Hitting the Mark | The Source Weekly - Bend, Oregon

Hitting the Mark

Killing Them Softly's leading men are some of the best actors in the business

The four lead actors in Killing Them Softly are some of the strongest actors working today. Each one has the ability to inhabit the character and go beyond our expectations. Here is a list of must see flicks by these actors and what they played in their newest movie.

Brad Pitt: The charismatic talkative hit man

Pitt is no novice to this kind of role, and he brings a playfulness and intelligence making you feel he's smirking behind the danger. His array of wise guys and roughnecks include Fight Club, Snatch, Seven, Mr. and Mrs. Smith, Spy Games, Inglourious Basterds, but this role more resembles his work in Oceans 11-13. His work with Killing Them's director Andrew Dominik's Assassination of Jesse James by the Coward Robert Ford, or his delivery as the stoner roommate in True Romance are truly works of genius. His standout role in Kalifornia should've not only gained him an Oscar nomination—he deserved to win.

James Gandolfini: The washed up pathetic over-the-hill drunk hit man

No one can top Gandolfini's Tony Soprano in HBO's long-lived and loved series The Sopranos. His other credits include The Mexican (paired with Pitt again) as a gay hit man, the hired muscle in Get Shorty, a sleazebag in 8mm and his True Romance scene-stealing performance torturing Patricia Arquette with his signature charm and violence. Gandolfini is just as adept playing mayors or an everyman. This is a testament to this guy's range and why he landed the Soprano role. An incredible actor.

Richard Jenkins: The middleman lawyer go-between

Jenkins has made a career out of playing square and quirky fatherly roles (especially in his recurring ghost dad role in HBO's Six Feet Under). He rarely shows up in gangster movies, but has played cops before—most notably a gay one partnered in every sense of the word with Josh Brolin in Flirting with Disaster. Look for him in Wolf as Detective Bridger and as Al Pacino's ex's new squeeze, and ensuing rage recipient in Sea of Love. Jenkins has done three Coen brothers films: Burn After Reading (with Pitt), Intolerable Cruelty and The Man Who Wasn't There. This guy rules!

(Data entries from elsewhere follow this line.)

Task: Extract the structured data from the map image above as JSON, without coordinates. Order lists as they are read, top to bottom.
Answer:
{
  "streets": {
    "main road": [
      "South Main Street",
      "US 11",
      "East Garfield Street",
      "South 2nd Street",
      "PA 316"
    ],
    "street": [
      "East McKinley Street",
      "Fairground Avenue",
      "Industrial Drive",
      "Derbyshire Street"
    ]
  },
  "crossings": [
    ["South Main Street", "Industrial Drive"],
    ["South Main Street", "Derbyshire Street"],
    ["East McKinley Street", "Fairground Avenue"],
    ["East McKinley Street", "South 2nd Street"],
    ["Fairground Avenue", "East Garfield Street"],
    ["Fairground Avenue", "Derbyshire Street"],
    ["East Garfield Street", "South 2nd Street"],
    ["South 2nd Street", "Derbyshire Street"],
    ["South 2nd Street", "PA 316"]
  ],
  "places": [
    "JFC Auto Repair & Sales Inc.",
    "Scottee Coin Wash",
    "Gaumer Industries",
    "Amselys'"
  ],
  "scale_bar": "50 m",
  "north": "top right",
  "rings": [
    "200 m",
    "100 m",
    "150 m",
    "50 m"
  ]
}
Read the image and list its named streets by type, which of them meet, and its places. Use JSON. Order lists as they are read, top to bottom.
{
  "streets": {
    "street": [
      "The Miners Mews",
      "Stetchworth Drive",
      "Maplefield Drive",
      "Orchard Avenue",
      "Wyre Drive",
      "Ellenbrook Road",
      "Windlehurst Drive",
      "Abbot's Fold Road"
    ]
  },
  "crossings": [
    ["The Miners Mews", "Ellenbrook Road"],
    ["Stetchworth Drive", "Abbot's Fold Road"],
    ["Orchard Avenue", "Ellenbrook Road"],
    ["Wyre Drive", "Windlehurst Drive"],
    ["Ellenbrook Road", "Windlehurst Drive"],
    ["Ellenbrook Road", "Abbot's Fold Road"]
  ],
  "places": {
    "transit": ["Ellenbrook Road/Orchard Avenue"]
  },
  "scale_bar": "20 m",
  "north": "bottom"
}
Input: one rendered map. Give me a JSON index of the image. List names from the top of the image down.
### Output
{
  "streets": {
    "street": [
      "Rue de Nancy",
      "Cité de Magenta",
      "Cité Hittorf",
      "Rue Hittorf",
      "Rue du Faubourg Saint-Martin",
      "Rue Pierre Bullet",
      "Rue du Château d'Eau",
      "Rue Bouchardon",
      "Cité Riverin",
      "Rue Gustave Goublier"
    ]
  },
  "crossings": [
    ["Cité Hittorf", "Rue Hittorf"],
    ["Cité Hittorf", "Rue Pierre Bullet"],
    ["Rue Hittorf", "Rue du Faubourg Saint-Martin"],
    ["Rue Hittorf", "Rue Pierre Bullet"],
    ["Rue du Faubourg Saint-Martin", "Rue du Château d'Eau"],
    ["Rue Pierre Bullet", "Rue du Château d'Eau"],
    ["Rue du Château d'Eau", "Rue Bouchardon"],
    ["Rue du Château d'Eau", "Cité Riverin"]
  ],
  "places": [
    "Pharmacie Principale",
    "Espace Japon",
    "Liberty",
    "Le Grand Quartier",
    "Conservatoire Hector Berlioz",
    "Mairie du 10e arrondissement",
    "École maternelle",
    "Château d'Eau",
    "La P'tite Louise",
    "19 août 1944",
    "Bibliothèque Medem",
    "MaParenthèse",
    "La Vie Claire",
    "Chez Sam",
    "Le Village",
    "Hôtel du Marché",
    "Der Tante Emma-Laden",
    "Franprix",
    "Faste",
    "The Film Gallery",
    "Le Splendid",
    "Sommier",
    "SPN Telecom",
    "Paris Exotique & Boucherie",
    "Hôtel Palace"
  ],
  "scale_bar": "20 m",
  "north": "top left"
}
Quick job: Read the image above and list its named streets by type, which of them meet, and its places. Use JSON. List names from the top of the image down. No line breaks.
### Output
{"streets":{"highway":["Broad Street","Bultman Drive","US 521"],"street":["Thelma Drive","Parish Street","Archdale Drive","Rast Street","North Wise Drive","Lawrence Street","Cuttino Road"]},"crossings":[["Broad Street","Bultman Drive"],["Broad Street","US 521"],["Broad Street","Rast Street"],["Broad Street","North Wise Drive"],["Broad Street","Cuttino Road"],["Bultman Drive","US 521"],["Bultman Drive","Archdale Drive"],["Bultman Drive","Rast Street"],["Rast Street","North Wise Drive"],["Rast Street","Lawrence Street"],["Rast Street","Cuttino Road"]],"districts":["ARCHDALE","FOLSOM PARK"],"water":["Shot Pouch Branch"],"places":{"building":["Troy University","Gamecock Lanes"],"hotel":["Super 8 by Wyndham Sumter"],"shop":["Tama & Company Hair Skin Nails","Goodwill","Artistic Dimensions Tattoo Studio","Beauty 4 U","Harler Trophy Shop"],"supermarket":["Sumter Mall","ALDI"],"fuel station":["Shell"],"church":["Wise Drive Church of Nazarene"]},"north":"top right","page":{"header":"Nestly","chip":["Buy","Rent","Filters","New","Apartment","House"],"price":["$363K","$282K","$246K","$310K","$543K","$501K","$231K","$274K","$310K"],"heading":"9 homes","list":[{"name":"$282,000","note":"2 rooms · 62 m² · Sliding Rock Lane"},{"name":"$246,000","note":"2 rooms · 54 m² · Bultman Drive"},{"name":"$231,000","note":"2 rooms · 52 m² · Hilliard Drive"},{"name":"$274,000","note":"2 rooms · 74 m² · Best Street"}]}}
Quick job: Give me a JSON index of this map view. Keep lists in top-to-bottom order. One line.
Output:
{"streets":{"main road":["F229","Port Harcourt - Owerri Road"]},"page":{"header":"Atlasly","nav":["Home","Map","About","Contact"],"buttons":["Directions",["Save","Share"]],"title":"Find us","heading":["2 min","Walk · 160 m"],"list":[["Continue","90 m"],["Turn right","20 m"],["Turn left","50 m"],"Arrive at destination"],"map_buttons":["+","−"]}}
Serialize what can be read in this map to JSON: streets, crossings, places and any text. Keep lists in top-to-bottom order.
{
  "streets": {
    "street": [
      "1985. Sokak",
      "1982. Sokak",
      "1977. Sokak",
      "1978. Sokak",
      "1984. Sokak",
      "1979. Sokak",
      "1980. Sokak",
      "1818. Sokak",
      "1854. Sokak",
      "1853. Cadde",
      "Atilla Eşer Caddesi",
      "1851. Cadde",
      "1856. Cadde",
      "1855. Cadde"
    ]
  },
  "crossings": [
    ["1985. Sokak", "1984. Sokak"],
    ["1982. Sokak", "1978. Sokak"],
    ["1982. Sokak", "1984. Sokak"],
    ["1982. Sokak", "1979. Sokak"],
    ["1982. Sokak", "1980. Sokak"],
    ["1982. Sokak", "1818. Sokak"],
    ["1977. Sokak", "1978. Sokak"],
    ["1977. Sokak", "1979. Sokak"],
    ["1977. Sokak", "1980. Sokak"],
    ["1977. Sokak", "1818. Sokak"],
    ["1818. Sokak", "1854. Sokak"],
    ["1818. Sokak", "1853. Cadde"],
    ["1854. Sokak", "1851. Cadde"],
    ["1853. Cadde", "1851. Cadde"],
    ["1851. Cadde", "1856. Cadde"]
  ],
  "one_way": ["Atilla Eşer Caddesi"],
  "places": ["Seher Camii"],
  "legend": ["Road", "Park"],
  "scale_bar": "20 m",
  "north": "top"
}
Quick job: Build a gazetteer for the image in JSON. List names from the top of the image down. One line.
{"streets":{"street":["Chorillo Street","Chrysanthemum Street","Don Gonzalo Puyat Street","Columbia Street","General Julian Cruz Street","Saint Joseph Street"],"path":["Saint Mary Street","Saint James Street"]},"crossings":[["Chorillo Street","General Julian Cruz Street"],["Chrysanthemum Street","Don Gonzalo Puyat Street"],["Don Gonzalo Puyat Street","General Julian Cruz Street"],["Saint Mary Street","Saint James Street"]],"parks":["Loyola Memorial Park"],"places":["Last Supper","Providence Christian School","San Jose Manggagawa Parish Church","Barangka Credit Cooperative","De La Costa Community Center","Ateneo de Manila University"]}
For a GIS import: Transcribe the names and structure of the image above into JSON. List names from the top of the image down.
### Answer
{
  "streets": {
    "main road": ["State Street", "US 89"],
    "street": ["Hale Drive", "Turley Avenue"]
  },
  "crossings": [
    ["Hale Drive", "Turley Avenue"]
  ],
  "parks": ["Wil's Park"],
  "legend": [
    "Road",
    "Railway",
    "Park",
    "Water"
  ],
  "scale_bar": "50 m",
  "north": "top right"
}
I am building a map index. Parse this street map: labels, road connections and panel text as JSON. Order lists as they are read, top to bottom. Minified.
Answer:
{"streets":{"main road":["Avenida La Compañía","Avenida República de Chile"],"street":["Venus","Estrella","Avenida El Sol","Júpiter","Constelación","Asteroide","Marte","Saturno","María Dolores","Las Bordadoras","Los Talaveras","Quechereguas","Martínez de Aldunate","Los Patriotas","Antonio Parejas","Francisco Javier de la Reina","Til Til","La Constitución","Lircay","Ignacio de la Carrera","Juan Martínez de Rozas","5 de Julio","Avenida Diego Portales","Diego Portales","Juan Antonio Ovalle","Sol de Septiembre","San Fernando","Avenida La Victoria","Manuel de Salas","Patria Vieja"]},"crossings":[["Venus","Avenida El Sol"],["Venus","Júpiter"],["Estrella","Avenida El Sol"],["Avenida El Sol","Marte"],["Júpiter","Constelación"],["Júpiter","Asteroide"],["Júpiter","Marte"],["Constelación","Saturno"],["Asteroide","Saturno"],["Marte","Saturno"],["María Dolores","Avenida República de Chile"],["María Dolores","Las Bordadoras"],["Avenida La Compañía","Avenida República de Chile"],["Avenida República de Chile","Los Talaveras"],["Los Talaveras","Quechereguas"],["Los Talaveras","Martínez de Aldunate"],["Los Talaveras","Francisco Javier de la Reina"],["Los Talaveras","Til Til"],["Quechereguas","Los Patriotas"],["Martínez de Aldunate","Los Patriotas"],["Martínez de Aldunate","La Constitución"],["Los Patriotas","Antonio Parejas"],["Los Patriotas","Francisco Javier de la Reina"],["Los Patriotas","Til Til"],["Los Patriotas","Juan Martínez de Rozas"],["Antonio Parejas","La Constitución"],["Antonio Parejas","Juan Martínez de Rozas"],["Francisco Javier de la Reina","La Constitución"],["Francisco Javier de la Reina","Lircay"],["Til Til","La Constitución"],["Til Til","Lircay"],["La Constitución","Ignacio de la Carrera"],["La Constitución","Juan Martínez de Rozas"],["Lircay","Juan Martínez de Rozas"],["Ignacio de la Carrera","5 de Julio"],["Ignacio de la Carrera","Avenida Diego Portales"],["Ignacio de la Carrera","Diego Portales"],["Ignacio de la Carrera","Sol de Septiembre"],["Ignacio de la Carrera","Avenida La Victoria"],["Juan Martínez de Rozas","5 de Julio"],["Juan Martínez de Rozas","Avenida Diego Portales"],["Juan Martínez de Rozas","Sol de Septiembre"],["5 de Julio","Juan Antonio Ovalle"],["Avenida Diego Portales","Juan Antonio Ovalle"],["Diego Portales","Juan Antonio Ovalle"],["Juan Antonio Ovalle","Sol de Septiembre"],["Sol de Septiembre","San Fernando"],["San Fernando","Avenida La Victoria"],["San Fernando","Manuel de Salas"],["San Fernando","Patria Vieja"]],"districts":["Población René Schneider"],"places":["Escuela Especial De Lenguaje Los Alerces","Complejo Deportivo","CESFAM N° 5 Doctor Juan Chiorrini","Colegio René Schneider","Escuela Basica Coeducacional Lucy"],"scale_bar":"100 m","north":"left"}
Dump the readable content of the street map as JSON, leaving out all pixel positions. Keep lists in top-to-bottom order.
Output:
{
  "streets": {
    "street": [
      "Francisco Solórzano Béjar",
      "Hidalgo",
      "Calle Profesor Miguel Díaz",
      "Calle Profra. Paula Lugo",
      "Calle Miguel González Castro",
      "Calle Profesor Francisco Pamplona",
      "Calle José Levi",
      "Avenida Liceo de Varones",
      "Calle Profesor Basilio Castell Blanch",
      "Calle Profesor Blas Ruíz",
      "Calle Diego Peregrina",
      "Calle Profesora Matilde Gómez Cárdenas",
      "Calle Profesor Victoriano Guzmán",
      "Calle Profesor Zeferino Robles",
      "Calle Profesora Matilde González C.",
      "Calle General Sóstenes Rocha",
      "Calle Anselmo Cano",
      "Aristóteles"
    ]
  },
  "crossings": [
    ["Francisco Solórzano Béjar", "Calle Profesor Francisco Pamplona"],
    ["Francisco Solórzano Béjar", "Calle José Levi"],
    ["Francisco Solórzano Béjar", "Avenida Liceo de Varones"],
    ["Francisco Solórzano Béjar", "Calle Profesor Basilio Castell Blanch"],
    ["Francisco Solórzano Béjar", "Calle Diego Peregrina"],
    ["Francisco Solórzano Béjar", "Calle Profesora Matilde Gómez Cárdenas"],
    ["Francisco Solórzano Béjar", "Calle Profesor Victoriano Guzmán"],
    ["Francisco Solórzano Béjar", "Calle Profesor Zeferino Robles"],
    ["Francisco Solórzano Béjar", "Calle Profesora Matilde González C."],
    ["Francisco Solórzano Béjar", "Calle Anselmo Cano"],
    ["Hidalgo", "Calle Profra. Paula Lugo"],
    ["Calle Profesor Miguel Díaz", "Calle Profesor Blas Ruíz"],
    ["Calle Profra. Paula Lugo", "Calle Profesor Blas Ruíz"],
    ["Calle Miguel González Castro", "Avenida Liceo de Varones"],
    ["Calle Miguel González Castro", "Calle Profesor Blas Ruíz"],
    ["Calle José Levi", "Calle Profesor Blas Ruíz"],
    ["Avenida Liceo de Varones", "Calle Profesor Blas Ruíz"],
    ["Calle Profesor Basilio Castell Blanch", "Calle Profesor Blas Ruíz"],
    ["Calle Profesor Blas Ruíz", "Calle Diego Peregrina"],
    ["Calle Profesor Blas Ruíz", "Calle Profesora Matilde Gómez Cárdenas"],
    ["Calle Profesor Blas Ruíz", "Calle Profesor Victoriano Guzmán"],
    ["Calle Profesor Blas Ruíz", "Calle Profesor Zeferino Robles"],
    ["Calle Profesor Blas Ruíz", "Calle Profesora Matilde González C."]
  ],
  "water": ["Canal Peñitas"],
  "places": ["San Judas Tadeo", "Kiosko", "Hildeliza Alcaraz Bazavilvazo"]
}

Ray Liotta: The unlucky criminal

Ray's wide range of characters includes good guys and villains. Liotta has a slew of hits in the hit-man type genre, most notably and etched into our brains is, of course, Goodfellas. Ray is versed in psychos, nice guys and polar opposites with a string of cop and gangster flicks including Identity, Smoking Aces, Narc, Unlawful Entry, Something Wild, Copland, Slow Burn, Control and Guy Ritchie's overlooked Revolver. In Dominic and Eugene, where he plays a tender-hearted brother to his mentally challenged sibling (Tom Hulce) is a must see, not to mention his headache-inducing scene in Hannibal and his hilarious detective in Observe and Report.